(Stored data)
* * * *
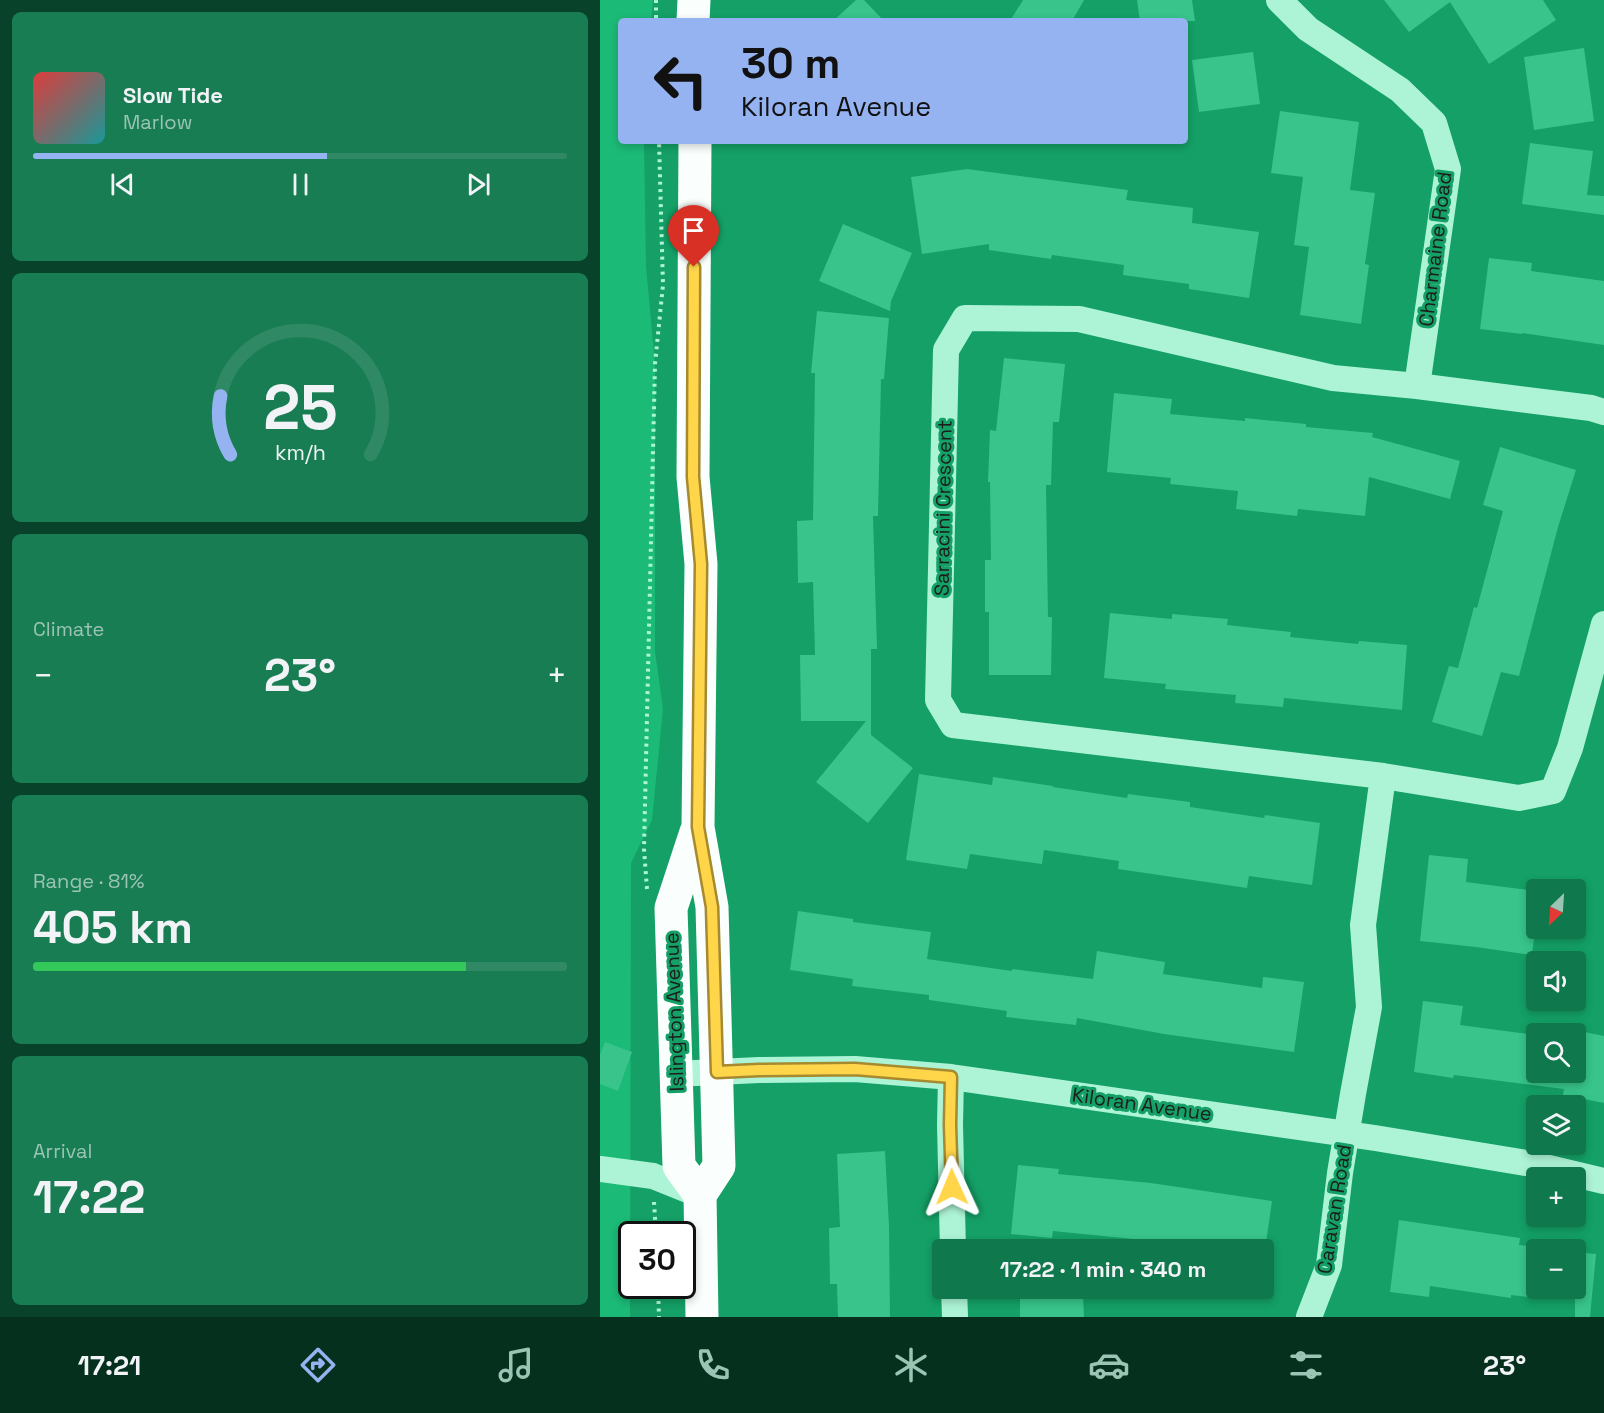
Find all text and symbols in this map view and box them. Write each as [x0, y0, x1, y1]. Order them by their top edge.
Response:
text: 30 m [741, 37, 840, 90]
icon: left [642, 42, 720, 120]
text: Slow Tide [123, 81, 223, 109]
text: Kiloran Avenue [741, 89, 931, 124]
text: Marlow [123, 109, 192, 135]
icon: previous [106, 168, 139, 201]
icon: pause [284, 168, 317, 201]
icon: next [462, 168, 495, 201]
street label: Charmaine Road [1413, 170, 1457, 328]
pin [668, 205, 719, 267]
icon: arrive [677, 214, 710, 247]
text: 25 [263, 368, 337, 447]
street label: Sarracini Crescent [928, 420, 958, 596]
text: km/h [274, 439, 326, 466]
text: Climate [33, 616, 104, 642]
text: 23° [264, 647, 336, 704]
text: − [33, 655, 53, 697]
text: + [547, 655, 567, 697]
text: Range · 81% [33, 868, 144, 894]
north arrow [1526, 879, 1586, 939]
map controls [1526, 879, 1586, 1299]
text: 405 km [33, 899, 193, 956]
street label: Islington Avenue [658, 932, 690, 1092]
button: sound [1526, 951, 1586, 1011]
button: search [1526, 1023, 1586, 1083]
street label: Kiloran Avenue [1070, 1081, 1214, 1127]
button: layers [1526, 1095, 1586, 1155]
text: Arrival [33, 1138, 92, 1164]
street label: Caravan Road [1311, 1142, 1357, 1276]
position arrow [920, 1155, 984, 1219]
button: + [1526, 1167, 1586, 1227]
text: 17:22 [33, 1169, 145, 1226]
speed limit sign: 30 [618, 1221, 696, 1299]
button: − [1526, 1239, 1586, 1299]
text: 17:22 · 1 min · 340 m [1000, 1255, 1206, 1283]
icon: directions [297, 1344, 339, 1386]
icon: music [495, 1344, 537, 1386]
icon: phone [692, 1344, 734, 1386]
icon: climate [890, 1344, 932, 1386]
icon: car [1088, 1344, 1130, 1386]
icon: filters [1285, 1344, 1327, 1386]
text: 17:21 [78, 1348, 141, 1383]
text: 23° [1483, 1348, 1526, 1383]

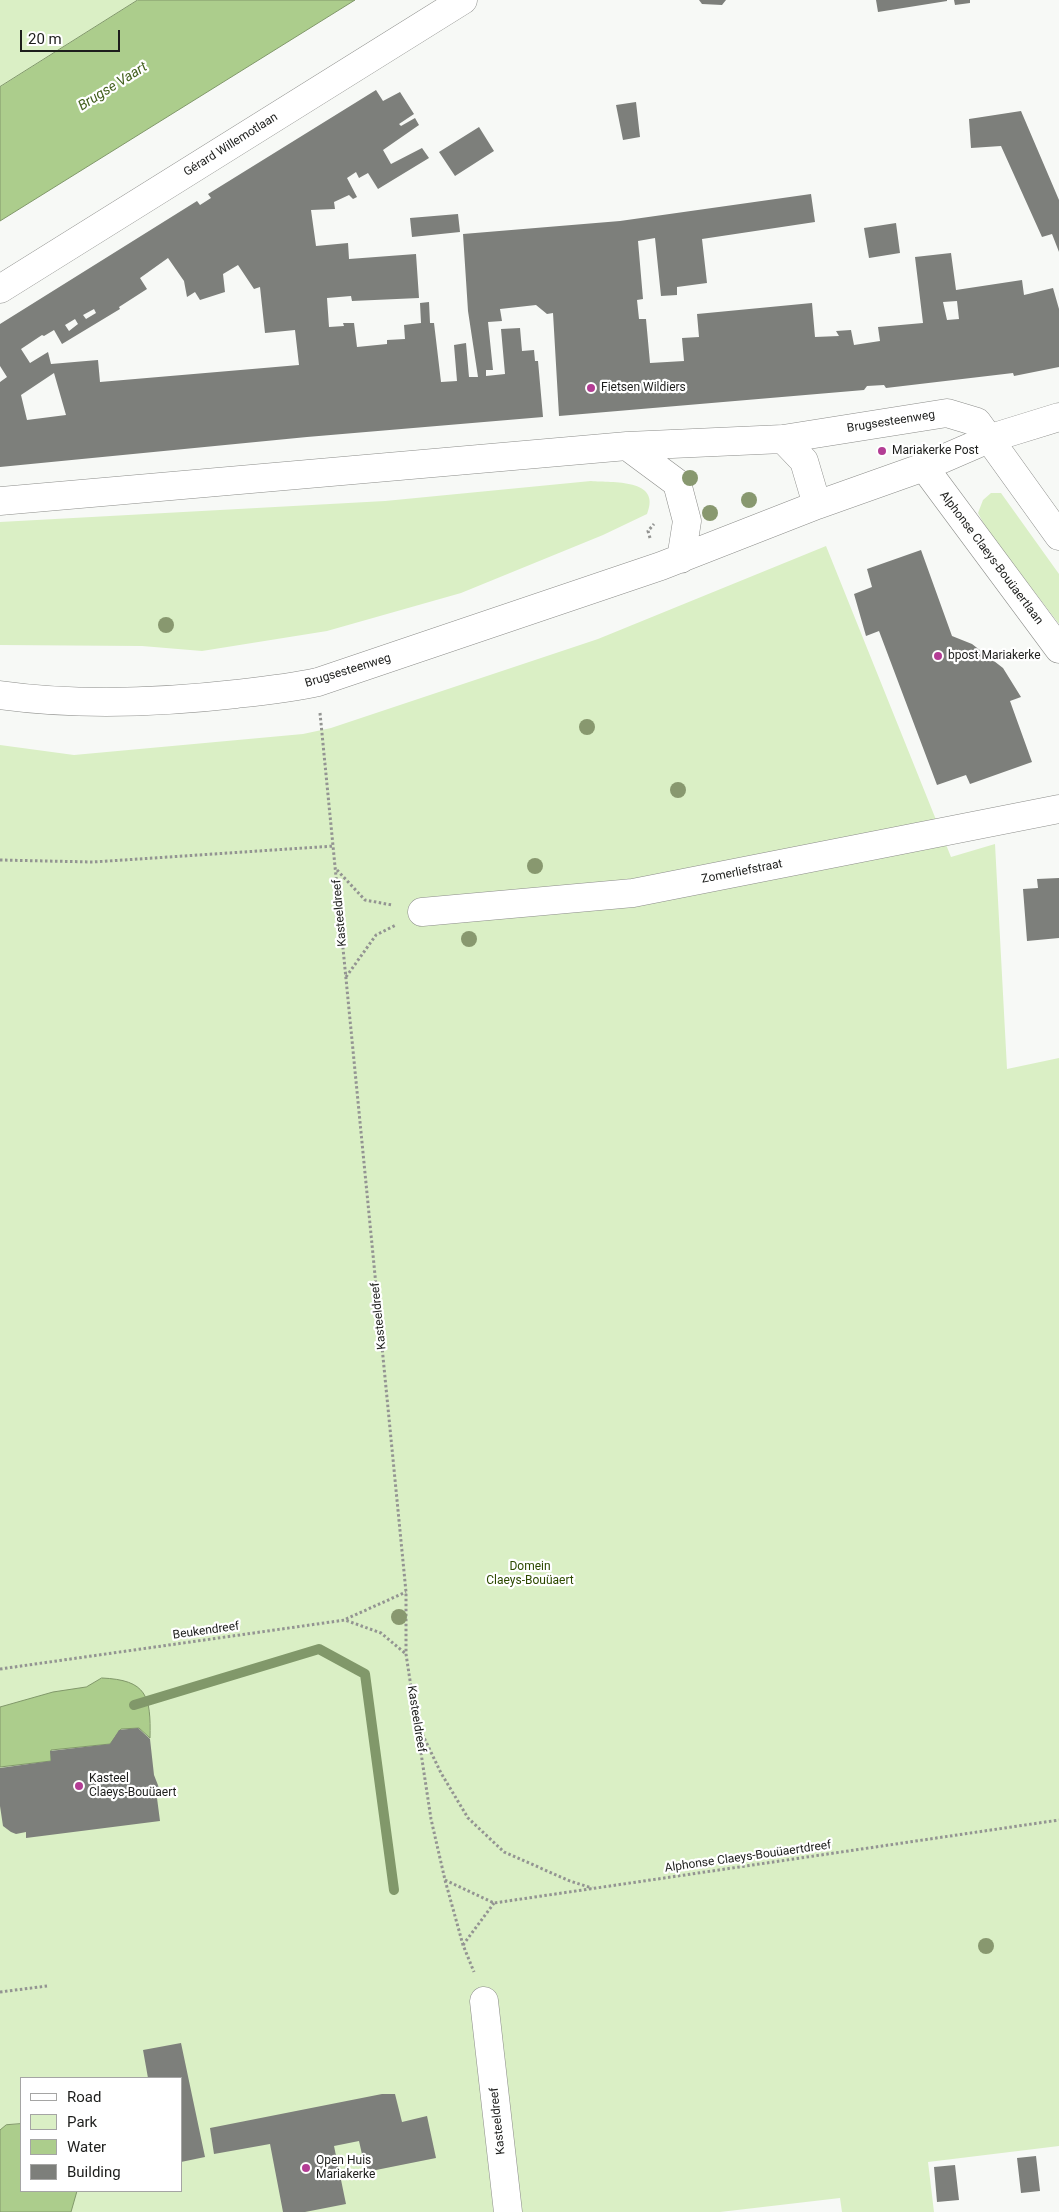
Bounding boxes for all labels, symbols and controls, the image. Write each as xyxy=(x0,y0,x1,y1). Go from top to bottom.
scale bar xyxy=(22,20,122,52)
text: 20 m xyxy=(28,30,62,48)
water label: Brugse Vaart xyxy=(75,59,151,115)
street label: Gérard Willemotlaan xyxy=(181,110,281,180)
place label: Fietsen Wildiers xyxy=(601,381,686,395)
marker: Fietsen Wildiers xyxy=(585,382,597,394)
street label: Brugsesteenweg xyxy=(846,408,936,436)
place label: Mariakerke Post xyxy=(892,444,979,458)
marker: Mariakerke Post xyxy=(876,445,888,457)
street label: Alphonse Claeys-Bouüaertlaan xyxy=(936,489,1046,627)
place label: bpost Mariakerke xyxy=(948,649,1041,663)
marker: bpost Mariakerke xyxy=(932,650,944,662)
street label: Brugsesteenweg xyxy=(303,651,393,691)
street label: Zomerliefstraat xyxy=(700,857,784,887)
street label: Kasteeldreef xyxy=(330,879,350,947)
street label: Kasteeldreef xyxy=(368,1282,390,1350)
park label: Domein Claeys-Bouüaert xyxy=(486,1560,574,1588)
street label: Beukendreef xyxy=(172,1619,240,1643)
street label: Kasteeldreef xyxy=(404,1685,428,1753)
place label: Kasteel Claeys-Bouüaert xyxy=(89,1772,176,1800)
marker: Kasteel Claeys-Bouüaert xyxy=(73,1780,85,1792)
street label: Alphonse Claeys-Bouüaertdreef xyxy=(664,1838,832,1876)
legend xyxy=(20,2077,182,2192)
street label: Kasteeldreef xyxy=(487,2087,509,2155)
text: Road xyxy=(67,2088,101,2106)
text: Park xyxy=(67,2113,97,2131)
text: Water xyxy=(67,2138,106,2156)
place label: Open Huis Mariakerke xyxy=(316,2154,375,2182)
marker: Open Huis Mariakerke xyxy=(300,2162,312,2174)
text: Building xyxy=(67,2163,121,2181)

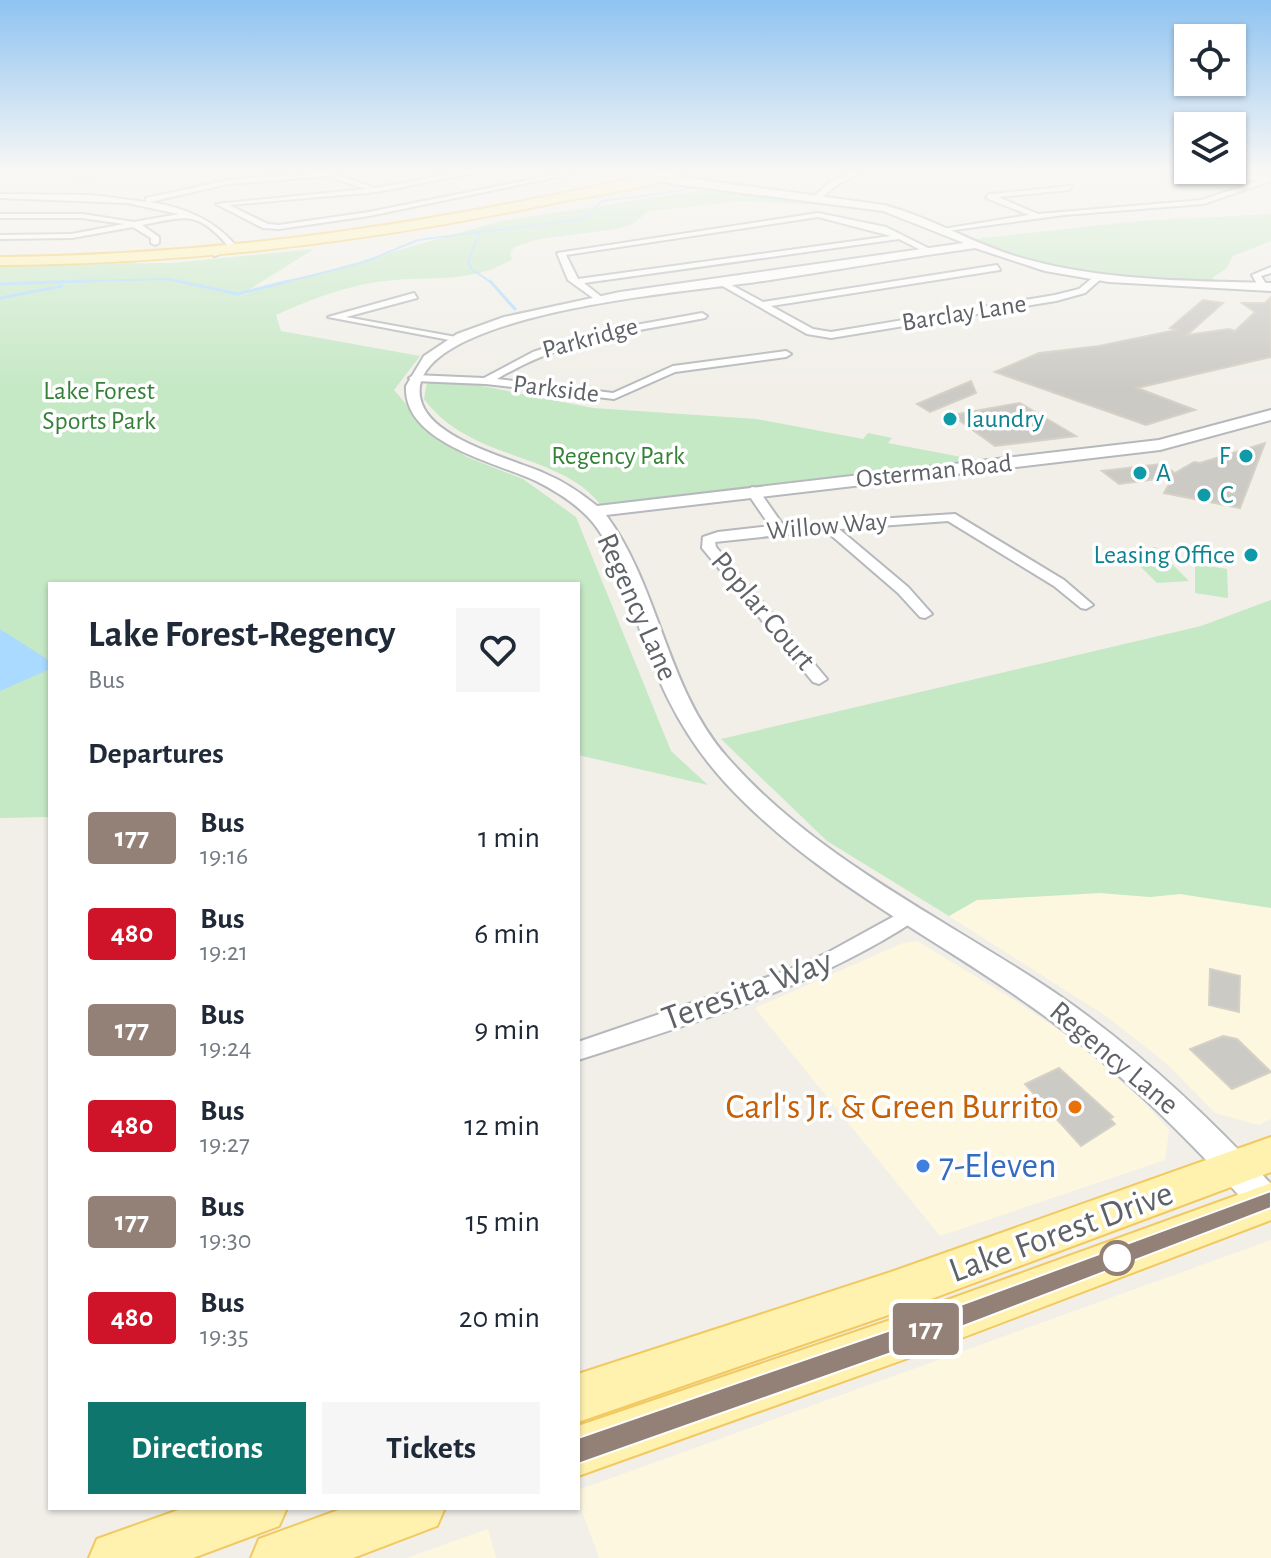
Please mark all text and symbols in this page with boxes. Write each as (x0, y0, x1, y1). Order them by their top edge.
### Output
map controls (1174, 24, 1246, 184)
button: locate (1174, 24, 1246, 96)
button: layers (1174, 112, 1246, 184)
street label: Barclay Lane (900, 290, 1028, 336)
street label: Parkridge (539, 313, 641, 363)
street label: Parkside (512, 371, 600, 407)
park label: Lake Forest Sports Park (42, 378, 156, 434)
place label: laundry (966, 406, 1044, 432)
marker: laundry (941, 410, 959, 428)
park label: Regency Park (551, 443, 685, 469)
place label: F (1219, 443, 1231, 469)
marker: F (1237, 447, 1255, 465)
street label: Osterman Road (855, 450, 1013, 492)
place label: A (1156, 460, 1171, 486)
marker: A (1131, 464, 1149, 482)
place label: C (1220, 482, 1234, 508)
marker: C (1195, 486, 1213, 504)
street label: Willow Way (766, 508, 888, 544)
street label: Regency Lane (591, 529, 683, 685)
place label: Leasing Office (1093, 542, 1235, 568)
street label: Poplar Court (705, 546, 821, 676)
marker: Leasing Office (1242, 546, 1260, 564)
button: heart (456, 608, 540, 692)
text: Lake Forest-Regency (88, 616, 395, 654)
text: Bus (88, 667, 125, 693)
text: Departures (88, 739, 224, 769)
text: Bus (200, 808, 245, 838)
text: 1 min (478, 823, 540, 853)
text: 177 (115, 824, 149, 852)
text: 19:16 (200, 843, 248, 869)
text: Bus (200, 904, 245, 934)
text: 6 min (474, 919, 540, 949)
text: 480 (111, 920, 153, 948)
text: 19:21 (200, 939, 248, 965)
street label: Teresita Way (657, 943, 837, 1037)
street label: Regency Lane (1044, 996, 1184, 1120)
text: Bus (200, 1000, 245, 1030)
text: 9 min (474, 1015, 540, 1045)
text: 177 (115, 1016, 149, 1044)
text: 19:24 (200, 1035, 251, 1061)
place label: Carl's Jr. & Green Burrito (726, 1089, 1059, 1125)
text: Bus (200, 1096, 245, 1126)
marker: Carl's Jr. & Green Burrito (1066, 1098, 1084, 1116)
text: 12 min (464, 1111, 540, 1141)
text: 480 (111, 1112, 153, 1140)
text: 19:27 (200, 1131, 250, 1157)
place label: 7-Eleven (939, 1148, 1057, 1184)
marker: 7-Eleven (914, 1157, 932, 1175)
street label: Lake Forest Drive (944, 1175, 1178, 1289)
text: Bus (200, 1192, 245, 1222)
text: 15 min (465, 1207, 540, 1237)
text: 177 (115, 1208, 149, 1236)
text: 19:30 (200, 1227, 252, 1253)
unlabelled marker (1100, 1241, 1134, 1275)
text: Bus (200, 1288, 245, 1318)
text: 20 min (459, 1303, 540, 1333)
line badge: 177 (880, 1303, 972, 1355)
text: 480 (111, 1304, 153, 1332)
text: 177 (909, 1315, 943, 1343)
text: 19:35 (200, 1323, 249, 1349)
button: Directions (88, 1402, 306, 1494)
button: Tickets (322, 1402, 540, 1494)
* * * *
The word "Office" appears in some lines above. Return every one of those lines.

place label: Leasing Office (1093, 542, 1235, 568)
marker: Leasing Office (1242, 546, 1260, 564)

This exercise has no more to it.